**Stored dataset items**.
········
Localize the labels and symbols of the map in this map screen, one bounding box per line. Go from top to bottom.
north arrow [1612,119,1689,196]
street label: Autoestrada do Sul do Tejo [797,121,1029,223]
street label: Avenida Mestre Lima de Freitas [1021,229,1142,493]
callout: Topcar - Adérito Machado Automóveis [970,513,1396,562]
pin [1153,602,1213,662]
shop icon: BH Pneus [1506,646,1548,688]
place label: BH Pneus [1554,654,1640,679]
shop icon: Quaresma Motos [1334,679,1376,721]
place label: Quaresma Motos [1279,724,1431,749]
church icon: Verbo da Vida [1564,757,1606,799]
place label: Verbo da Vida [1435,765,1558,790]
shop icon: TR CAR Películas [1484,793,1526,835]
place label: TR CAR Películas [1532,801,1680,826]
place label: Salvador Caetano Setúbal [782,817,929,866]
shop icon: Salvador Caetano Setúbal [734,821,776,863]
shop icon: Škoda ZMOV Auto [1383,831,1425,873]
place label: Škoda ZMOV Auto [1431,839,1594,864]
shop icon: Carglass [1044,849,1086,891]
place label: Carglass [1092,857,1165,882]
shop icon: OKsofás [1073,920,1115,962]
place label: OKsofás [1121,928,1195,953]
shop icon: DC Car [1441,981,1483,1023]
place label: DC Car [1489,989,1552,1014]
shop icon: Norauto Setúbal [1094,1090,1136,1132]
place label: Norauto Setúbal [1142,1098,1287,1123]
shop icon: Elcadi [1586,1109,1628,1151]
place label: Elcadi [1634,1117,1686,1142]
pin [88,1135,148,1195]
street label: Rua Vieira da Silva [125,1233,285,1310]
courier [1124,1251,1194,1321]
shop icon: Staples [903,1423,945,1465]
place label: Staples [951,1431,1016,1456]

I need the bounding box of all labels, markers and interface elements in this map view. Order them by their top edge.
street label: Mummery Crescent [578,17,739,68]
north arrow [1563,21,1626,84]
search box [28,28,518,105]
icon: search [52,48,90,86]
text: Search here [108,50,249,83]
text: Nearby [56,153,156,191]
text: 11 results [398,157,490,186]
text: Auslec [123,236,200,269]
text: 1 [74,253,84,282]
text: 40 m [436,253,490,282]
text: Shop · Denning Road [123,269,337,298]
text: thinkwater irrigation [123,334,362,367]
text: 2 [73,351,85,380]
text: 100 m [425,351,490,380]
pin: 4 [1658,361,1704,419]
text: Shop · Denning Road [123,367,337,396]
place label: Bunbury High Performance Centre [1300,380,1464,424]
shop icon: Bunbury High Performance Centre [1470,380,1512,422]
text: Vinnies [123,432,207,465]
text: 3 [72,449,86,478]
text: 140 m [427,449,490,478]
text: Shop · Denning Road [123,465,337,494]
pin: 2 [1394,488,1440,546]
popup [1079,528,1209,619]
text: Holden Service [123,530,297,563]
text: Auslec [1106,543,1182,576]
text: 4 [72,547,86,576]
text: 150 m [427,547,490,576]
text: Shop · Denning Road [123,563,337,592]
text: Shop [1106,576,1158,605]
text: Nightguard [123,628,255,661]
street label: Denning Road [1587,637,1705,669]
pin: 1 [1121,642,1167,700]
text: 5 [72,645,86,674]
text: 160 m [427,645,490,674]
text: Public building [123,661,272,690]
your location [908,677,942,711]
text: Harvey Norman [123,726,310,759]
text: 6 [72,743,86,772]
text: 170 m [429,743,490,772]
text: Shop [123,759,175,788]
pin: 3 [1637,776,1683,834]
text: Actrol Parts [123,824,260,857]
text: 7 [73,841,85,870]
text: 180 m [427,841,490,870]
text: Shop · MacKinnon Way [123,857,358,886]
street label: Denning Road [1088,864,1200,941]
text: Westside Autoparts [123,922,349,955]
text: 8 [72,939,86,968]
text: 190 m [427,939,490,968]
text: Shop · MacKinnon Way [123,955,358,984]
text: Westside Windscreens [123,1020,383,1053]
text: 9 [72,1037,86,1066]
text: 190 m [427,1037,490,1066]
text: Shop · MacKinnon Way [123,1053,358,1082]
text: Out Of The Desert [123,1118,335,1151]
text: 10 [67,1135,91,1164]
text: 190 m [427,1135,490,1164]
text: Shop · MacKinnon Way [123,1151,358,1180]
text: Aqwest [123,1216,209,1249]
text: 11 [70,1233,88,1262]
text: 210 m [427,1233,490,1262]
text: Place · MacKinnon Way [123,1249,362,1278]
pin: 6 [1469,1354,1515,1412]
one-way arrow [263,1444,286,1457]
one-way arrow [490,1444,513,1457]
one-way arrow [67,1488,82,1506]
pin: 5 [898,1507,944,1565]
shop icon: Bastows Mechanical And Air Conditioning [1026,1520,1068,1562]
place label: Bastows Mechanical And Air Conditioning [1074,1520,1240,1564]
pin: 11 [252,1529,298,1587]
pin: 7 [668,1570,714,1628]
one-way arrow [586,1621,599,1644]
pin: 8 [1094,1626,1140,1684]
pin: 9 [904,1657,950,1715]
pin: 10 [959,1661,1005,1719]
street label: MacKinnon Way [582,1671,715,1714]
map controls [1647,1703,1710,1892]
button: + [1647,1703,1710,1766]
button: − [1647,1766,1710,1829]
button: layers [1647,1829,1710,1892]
········
Output the entire set of records exactly as shown.

Localize the labels and symbols of the map in this map screen, one bounding box per line. Go from top to bottom.
north arrow [1612,119,1689,196]
street label: Autoestrada do Sul do Tejo [797,121,1029,223]
street label: Avenida Mestre Lima de Freitas [1021,229,1142,493]
callout: Topcar - Adérito Machado Automóveis [970,513,1396,562]
pin [1153,602,1213,662]
shop icon: BH Pneus [1506,646,1548,688]
place label: BH Pneus [1554,654,1640,679]
shop icon: Quaresma Motos [1334,679,1376,721]
place label: Quaresma Motos [1279,724,1431,749]
church icon: Verbo da Vida [1564,757,1606,799]
place label: Verbo da Vida [1435,765,1558,790]
shop icon: TR CAR Películas [1484,793,1526,835]
place label: TR CAR Películas [1532,801,1680,826]
place label: Salvador Caetano Setúbal [782,817,929,866]
shop icon: Salvador Caetano Setúbal [734,821,776,863]
shop icon: Škoda ZMOV Auto [1383,831,1425,873]
place label: Škoda ZMOV Auto [1431,839,1594,864]
shop icon: Carglass [1044,849,1086,891]
place label: Carglass [1092,857,1165,882]
shop icon: OKsofás [1073,920,1115,962]
place label: OKsofás [1121,928,1195,953]
shop icon: DC Car [1441,981,1483,1023]
place label: DC Car [1489,989,1552,1014]
shop icon: Norauto Setúbal [1094,1090,1136,1132]
place label: Norauto Setúbal [1142,1098,1287,1123]
shop icon: Elcadi [1586,1109,1628,1151]
place label: Elcadi [1634,1117,1686,1142]
pin [88,1135,148,1195]
street label: Rua Vieira da Silva [125,1233,285,1310]
courier [1124,1251,1194,1321]
shop icon: Staples [903,1423,945,1465]
place label: Staples [951,1431,1016,1456]

I need the bounding box of all labels, markers and interface elements in this map view. Order them by their top edge.
street label: Mummery Crescent [578,17,739,68]
north arrow [1563,21,1626,84]
search box [28,28,518,105]
icon: search [52,48,90,86]
text: Search here [108,50,249,83]
text: Nearby [56,153,156,191]
text: 11 results [398,157,490,186]
text: Auslec [123,236,200,269]
text: 1 [74,253,84,282]
text: 40 m [436,253,490,282]
text: Shop · Denning Road [123,269,337,298]
text: thinkwater irrigation [123,334,362,367]
text: 2 [73,351,85,380]
text: 100 m [425,351,490,380]
pin: 4 [1658,361,1704,419]
text: Shop · Denning Road [123,367,337,396]
place label: Bunbury High Performance Centre [1300,380,1464,424]
shop icon: Bunbury High Performance Centre [1470,380,1512,422]
text: Vinnies [123,432,207,465]
text: 3 [72,449,86,478]
text: 140 m [427,449,490,478]
text: Shop · Denning Road [123,465,337,494]
pin: 2 [1394,488,1440,546]
popup [1079,528,1209,619]
text: Holden Service [123,530,297,563]
text: Auslec [1106,543,1182,576]
text: 4 [72,547,86,576]
text: 150 m [427,547,490,576]
text: Shop · Denning Road [123,563,337,592]
text: Shop [1106,576,1158,605]
text: Nightguard [123,628,255,661]
street label: Denning Road [1587,637,1705,669]
pin: 1 [1121,642,1167,700]
text: 5 [72,645,86,674]
text: 160 m [427,645,490,674]
text: Public building [123,661,272,690]
your location [908,677,942,711]
text: Harvey Norman [123,726,310,759]
text: 6 [72,743,86,772]
text: 170 m [429,743,490,772]
text: Shop [123,759,175,788]
pin: 3 [1637,776,1683,834]
text: Actrol Parts [123,824,260,857]
text: 7 [73,841,85,870]
text: 180 m [427,841,490,870]
text: Shop · MacKinnon Way [123,857,358,886]
street label: Denning Road [1088,864,1200,941]
text: Westside Autoparts [123,922,349,955]
text: 8 [72,939,86,968]
text: 190 m [427,939,490,968]
text: Shop · MacKinnon Way [123,955,358,984]
text: Westside Windscreens [123,1020,383,1053]
text: 9 [72,1037,86,1066]
text: 190 m [427,1037,490,1066]
text: Shop · MacKinnon Way [123,1053,358,1082]
text: Out Of The Desert [123,1118,335,1151]
text: 10 [67,1135,91,1164]
text: 190 m [427,1135,490,1164]
text: Shop · MacKinnon Way [123,1151,358,1180]
text: Aqwest [123,1216,209,1249]
text: 11 [70,1233,88,1262]
text: 210 m [427,1233,490,1262]
text: Place · MacKinnon Way [123,1249,362,1278]
pin: 6 [1469,1354,1515,1412]
one-way arrow [263,1444,286,1457]
one-way arrow [490,1444,513,1457]
one-way arrow [67,1488,82,1506]
pin: 5 [898,1507,944,1565]
shop icon: Bastows Mechanical And Air Conditioning [1026,1520,1068,1562]
place label: Bastows Mechanical And Air Conditioning [1074,1520,1240,1564]
pin: 11 [252,1529,298,1587]
pin: 7 [668,1570,714,1628]
one-way arrow [586,1621,599,1644]
pin: 8 [1094,1626,1140,1684]
pin: 9 [904,1657,950,1715]
pin: 10 [959,1661,1005,1719]
street label: MacKinnon Way [582,1671,715,1714]
map controls [1647,1703,1710,1892]
button: + [1647,1703,1710,1766]
button: − [1647,1766,1710,1829]
button: layers [1647,1829,1710,1892]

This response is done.